The Bank of Korea Considers Linking Deposit Tokens to Public Blockchain
The Bank of Korea is exploring the possibility of connecting its deposit tokens to a public blockchain, a move that could place its state-backed digital currency in alignment with private-sector stablecoins operating on open networks.
Stablecoin Integration
The tokens being considered would be a form of stablecoin issued within the digital currency system established and maintained by the Bank of Korea, as confirmed by the bank’s Deputy Governor Lee Jong-ryeol. This integration is part of a larger vision to have these stablecoins coexist within the digital currency ecosystem alongside stablecoins issued by private entities.
Speaking at the 8th Blockchain Leaders Club event in Seoul, Lee emphasized that this initiative is being driven from a national perspective and falls within the Bank of Korea’s mandate as a monetary and foreign exchange authority.
Hybrid System Concerns
While the proposal has sparked interest, there are concerns about how a hybrid model combining tokenized deposits with private-sector stablecoins would operate across different jurisdictions.
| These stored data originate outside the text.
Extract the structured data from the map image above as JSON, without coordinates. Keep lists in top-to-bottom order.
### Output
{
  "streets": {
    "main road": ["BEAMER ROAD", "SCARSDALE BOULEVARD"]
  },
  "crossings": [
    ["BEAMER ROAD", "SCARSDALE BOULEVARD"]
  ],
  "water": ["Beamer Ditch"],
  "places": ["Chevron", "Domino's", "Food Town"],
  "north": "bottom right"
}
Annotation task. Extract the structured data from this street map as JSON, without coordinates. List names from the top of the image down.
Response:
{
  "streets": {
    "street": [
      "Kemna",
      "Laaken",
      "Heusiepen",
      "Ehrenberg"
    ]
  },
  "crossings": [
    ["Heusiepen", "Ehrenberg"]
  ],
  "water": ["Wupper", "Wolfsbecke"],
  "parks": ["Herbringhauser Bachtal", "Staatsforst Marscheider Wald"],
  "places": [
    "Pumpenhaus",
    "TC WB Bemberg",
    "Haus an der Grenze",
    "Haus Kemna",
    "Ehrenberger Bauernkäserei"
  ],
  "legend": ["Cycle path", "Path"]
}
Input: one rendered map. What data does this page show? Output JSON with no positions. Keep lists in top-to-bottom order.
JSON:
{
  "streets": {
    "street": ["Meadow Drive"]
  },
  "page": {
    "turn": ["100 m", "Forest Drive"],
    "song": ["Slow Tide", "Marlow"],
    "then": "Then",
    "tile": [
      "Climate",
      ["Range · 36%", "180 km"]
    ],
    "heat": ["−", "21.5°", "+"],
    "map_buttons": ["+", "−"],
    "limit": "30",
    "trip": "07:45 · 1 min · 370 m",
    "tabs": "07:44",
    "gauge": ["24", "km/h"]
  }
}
Some experts question whether this approach truly safeguards monetary sovereignty.
Peter Chung, head of research at Presto Labs, pointed out that stablecoins on public blockchains have the ability to transcend borders, and that protecting monetary sovereignty requires more than just tweaking token design or network architecture—it involves implementing sound monetary and fiscal policies.
Global Stablecoin Impact
Deputy Governor Lee also expressed apprehension about the growing use of global stablecoins in South Korea, citing potential threats to monetary sovereignty, policy controls, financial stability, and anti-money laundering efforts. The influx of stablecoins in the country has raised red flags, with billions of dollars’ worth of digital assets being transferred abroad, a significant portion of which was in stablecoins like USDT and USDC.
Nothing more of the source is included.